## Exercise material:

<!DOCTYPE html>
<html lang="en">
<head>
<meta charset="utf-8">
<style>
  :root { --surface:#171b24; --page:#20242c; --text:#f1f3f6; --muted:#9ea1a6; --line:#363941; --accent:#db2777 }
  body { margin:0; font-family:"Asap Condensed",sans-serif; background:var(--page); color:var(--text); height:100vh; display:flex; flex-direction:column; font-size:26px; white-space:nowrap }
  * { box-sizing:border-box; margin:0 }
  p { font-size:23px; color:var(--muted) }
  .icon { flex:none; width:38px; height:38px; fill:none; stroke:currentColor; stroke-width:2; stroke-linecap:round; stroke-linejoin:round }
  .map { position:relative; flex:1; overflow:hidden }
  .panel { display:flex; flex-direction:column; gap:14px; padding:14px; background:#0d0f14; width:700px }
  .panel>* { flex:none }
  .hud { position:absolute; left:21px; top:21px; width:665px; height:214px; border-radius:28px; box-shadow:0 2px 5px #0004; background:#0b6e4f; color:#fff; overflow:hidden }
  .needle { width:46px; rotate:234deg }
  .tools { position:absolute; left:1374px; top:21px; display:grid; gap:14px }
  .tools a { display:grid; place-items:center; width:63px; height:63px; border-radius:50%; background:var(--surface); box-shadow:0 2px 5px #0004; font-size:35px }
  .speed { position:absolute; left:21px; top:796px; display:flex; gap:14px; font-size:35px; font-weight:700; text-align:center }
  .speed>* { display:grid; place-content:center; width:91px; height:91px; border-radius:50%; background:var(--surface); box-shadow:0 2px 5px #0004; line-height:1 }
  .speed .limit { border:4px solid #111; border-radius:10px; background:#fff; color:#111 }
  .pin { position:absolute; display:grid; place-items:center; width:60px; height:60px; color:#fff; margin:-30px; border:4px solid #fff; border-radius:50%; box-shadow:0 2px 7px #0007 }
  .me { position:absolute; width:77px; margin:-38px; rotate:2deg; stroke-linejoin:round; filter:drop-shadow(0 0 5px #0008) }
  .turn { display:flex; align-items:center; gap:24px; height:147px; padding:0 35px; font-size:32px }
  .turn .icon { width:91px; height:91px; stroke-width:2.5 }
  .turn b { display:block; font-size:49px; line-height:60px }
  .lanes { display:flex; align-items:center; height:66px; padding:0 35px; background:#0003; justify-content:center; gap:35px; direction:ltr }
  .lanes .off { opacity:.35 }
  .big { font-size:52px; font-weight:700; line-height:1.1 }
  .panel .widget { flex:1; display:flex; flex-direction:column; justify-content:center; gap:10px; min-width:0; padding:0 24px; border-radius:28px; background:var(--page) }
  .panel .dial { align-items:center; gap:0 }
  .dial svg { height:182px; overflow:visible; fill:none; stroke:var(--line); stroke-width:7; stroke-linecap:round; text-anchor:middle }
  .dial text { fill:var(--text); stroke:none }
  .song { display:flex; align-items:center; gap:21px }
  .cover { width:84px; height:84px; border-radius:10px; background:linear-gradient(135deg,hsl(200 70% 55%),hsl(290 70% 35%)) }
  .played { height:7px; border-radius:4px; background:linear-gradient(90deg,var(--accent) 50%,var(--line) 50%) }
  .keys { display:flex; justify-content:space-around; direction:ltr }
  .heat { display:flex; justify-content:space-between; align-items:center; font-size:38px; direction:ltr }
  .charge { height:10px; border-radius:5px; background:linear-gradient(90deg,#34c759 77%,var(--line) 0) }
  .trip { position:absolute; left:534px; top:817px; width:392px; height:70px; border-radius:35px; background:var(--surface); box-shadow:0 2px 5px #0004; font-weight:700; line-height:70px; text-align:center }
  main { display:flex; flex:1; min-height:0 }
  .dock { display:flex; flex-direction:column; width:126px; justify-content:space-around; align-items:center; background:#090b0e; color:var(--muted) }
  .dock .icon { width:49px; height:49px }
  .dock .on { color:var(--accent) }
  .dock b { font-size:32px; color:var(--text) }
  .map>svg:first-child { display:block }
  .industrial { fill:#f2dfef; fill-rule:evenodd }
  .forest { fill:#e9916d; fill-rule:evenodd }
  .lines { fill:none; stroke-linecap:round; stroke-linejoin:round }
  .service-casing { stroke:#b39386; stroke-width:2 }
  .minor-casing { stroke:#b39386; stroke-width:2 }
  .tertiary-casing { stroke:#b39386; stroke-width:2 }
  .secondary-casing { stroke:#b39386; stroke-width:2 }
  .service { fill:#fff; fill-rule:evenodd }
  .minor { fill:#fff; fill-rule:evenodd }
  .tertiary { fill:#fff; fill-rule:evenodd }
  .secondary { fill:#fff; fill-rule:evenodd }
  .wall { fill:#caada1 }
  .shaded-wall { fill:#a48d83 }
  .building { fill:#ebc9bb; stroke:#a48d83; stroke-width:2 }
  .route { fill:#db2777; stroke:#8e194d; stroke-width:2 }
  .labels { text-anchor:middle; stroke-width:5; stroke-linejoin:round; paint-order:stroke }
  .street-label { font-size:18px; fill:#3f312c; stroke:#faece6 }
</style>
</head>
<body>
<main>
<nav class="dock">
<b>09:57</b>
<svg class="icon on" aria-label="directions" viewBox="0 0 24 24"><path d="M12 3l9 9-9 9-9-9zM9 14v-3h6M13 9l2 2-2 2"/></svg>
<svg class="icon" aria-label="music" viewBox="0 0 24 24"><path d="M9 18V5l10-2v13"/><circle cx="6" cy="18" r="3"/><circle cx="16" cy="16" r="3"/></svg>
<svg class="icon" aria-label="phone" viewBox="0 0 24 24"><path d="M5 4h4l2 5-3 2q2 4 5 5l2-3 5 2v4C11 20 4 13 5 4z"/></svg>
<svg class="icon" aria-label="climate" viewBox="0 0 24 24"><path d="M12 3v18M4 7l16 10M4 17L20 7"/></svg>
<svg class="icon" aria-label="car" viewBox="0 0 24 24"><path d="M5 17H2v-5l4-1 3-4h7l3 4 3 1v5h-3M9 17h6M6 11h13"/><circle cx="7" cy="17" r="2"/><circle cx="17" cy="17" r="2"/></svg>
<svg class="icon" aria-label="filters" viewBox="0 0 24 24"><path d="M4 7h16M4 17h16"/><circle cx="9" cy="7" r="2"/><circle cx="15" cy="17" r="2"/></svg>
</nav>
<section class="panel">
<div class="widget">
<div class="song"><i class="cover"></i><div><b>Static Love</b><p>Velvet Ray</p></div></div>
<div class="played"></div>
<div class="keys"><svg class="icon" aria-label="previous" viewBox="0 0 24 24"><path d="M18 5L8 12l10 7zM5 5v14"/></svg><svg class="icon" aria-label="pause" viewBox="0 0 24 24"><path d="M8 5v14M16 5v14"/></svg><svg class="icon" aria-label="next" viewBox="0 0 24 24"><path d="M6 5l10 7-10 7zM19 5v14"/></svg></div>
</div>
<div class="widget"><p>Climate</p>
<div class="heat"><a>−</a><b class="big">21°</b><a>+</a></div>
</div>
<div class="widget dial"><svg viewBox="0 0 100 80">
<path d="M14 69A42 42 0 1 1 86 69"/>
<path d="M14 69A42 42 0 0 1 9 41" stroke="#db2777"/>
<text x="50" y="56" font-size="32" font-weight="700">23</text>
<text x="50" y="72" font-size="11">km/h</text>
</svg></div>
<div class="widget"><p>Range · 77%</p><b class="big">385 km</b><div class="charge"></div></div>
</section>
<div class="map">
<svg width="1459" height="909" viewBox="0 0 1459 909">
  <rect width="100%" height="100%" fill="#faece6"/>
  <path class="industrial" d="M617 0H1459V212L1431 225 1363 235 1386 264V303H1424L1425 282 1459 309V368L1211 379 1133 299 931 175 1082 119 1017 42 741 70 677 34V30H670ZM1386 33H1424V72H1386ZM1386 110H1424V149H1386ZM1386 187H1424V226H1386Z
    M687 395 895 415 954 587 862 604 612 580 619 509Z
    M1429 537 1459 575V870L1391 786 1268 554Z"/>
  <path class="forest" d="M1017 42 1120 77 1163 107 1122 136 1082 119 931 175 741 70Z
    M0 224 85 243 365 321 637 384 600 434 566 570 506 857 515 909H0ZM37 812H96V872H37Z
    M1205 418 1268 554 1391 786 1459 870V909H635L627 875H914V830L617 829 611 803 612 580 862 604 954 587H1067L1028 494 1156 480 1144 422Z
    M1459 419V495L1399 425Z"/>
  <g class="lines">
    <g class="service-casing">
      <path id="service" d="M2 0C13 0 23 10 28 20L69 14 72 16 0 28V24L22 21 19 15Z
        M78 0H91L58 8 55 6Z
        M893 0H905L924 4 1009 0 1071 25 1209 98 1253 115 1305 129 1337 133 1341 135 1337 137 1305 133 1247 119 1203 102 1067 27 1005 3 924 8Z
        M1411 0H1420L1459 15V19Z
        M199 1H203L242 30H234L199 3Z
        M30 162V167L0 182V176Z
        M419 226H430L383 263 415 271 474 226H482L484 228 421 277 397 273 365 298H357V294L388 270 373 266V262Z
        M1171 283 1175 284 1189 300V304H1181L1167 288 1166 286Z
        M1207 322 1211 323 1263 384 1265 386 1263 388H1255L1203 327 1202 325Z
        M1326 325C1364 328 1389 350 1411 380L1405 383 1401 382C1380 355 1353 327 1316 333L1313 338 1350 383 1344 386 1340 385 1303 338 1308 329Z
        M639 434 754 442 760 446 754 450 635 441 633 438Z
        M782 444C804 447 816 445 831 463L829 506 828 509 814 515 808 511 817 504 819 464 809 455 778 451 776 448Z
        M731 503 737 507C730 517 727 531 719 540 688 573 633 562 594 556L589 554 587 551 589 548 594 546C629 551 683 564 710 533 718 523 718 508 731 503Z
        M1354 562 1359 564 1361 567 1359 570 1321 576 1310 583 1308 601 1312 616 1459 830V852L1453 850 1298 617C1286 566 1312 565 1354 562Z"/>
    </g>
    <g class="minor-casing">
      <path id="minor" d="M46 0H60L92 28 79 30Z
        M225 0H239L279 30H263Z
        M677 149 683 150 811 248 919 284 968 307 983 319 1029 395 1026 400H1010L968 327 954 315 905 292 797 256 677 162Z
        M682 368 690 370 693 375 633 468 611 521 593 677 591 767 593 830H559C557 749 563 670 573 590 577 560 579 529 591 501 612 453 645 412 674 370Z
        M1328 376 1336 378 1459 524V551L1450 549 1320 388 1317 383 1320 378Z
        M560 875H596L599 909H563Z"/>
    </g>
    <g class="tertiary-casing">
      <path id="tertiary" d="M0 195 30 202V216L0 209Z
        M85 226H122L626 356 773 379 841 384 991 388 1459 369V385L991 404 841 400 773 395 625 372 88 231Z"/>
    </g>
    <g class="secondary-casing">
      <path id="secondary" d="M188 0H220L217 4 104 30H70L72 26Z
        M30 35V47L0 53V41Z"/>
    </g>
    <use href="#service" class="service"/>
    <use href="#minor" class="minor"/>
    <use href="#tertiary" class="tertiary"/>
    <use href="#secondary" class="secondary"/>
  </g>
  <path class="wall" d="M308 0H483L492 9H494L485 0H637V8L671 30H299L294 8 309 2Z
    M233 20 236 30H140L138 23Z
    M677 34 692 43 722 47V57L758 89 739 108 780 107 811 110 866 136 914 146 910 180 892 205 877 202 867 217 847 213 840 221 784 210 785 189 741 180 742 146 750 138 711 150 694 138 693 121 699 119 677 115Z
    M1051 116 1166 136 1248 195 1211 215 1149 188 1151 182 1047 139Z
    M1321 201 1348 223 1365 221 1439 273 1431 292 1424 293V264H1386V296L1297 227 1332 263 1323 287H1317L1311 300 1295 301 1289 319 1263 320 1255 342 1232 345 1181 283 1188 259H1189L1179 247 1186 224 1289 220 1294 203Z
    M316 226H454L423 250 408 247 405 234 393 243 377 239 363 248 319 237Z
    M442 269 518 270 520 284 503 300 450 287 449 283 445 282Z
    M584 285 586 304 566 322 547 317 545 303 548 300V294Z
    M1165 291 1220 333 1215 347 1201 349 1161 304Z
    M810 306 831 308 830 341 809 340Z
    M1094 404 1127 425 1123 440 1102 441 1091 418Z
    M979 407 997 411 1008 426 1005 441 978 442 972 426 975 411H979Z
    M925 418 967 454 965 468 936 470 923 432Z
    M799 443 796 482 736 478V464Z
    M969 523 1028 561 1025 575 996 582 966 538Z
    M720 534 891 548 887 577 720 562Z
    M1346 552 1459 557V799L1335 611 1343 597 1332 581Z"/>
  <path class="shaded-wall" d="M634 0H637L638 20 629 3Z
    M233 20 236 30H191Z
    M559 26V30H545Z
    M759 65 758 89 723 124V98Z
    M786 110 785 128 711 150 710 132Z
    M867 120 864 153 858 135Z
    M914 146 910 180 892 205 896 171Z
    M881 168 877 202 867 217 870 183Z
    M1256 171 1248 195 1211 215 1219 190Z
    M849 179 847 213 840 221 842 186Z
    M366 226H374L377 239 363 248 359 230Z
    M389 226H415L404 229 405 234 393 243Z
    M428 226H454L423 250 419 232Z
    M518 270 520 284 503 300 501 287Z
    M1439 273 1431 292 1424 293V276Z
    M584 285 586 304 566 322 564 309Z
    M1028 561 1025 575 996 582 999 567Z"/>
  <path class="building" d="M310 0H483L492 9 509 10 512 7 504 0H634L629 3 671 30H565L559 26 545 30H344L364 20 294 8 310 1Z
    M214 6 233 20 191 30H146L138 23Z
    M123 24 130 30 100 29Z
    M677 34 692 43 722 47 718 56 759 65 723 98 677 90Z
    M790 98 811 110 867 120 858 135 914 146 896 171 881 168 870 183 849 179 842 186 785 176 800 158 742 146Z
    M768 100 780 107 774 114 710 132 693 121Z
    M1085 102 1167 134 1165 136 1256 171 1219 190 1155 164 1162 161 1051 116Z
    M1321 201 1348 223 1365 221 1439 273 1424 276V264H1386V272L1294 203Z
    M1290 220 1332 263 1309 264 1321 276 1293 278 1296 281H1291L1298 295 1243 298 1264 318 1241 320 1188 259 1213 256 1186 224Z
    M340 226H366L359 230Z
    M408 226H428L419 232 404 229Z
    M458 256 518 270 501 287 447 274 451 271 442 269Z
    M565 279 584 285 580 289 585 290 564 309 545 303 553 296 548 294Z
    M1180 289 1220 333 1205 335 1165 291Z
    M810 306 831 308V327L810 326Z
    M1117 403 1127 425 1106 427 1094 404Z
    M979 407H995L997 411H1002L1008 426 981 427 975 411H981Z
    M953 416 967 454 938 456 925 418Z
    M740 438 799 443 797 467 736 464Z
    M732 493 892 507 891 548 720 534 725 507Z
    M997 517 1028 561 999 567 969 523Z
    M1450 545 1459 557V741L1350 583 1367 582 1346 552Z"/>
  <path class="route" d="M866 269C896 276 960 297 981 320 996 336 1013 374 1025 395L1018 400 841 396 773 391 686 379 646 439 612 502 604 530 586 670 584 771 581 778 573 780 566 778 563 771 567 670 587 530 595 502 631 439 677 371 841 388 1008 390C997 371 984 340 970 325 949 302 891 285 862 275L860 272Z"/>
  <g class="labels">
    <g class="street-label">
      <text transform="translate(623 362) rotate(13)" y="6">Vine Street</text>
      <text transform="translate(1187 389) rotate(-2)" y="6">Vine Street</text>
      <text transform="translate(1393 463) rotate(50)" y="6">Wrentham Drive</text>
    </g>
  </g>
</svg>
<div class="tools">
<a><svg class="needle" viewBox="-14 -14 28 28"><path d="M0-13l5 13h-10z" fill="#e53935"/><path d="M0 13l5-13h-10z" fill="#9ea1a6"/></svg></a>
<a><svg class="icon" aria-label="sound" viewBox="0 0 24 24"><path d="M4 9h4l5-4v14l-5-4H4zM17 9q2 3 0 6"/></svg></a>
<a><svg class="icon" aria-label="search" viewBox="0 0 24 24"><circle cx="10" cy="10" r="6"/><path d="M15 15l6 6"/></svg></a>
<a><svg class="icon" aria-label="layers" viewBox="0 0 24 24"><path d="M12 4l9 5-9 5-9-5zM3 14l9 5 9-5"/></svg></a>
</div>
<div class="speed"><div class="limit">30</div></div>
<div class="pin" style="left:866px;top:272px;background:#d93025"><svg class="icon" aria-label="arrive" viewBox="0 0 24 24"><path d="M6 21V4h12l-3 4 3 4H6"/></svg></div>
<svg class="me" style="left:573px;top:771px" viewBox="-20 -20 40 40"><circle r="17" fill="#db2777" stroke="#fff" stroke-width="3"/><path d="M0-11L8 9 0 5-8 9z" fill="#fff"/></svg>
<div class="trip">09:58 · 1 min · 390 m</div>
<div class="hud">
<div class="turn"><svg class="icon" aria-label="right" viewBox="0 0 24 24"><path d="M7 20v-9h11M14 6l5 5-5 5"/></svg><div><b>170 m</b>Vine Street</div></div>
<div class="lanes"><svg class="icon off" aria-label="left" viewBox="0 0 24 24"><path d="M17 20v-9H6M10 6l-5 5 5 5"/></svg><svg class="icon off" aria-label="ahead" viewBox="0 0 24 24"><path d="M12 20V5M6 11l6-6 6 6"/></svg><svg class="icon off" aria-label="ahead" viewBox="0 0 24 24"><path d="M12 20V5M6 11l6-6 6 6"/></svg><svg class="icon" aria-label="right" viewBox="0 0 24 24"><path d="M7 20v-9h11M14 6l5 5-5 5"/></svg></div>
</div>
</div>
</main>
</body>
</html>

## Work to complete:
Since only part of the listing is wanted, copy exactly the lines from the one holding "fill:#db2777; stroke:#8e194d; stroke-width:2" to the one holding "4h4l2 5-3 2q2", both included.

## Answer box:
  .route { fill:#db2777; stroke:#8e194d; stroke-width:2 }
  .labels { text-anchor:middle; stroke-width:5; stroke-linejoin:round; paint-order:stroke }
  .street-label { font-size:18px; fill:#3f312c; stroke:#faece6 }
</style>
</head>
<body>
<main>
<nav class="dock">
<b>09:57</b>
<svg class="icon on" aria-label="directions" viewBox="0 0 24 24"><path d="M12 3l9 9-9 9-9-9zM9 14v-3h6M13 9l2 2-2 2"/></svg>
<svg class="icon" aria-label="music" viewBox="0 0 24 24"><path d="M9 18V5l10-2v13"/><circle cx="6" cy="18" r="3"/><circle cx="16" cy="16" r="3"/></svg>
<svg class="icon" aria-label="phone" viewBox="0 0 24 24"><path d="M5 4h4l2 5-3 2q2 4 5 5l2-3 5 2v4C11 20 4 13 5 4z"/></svg>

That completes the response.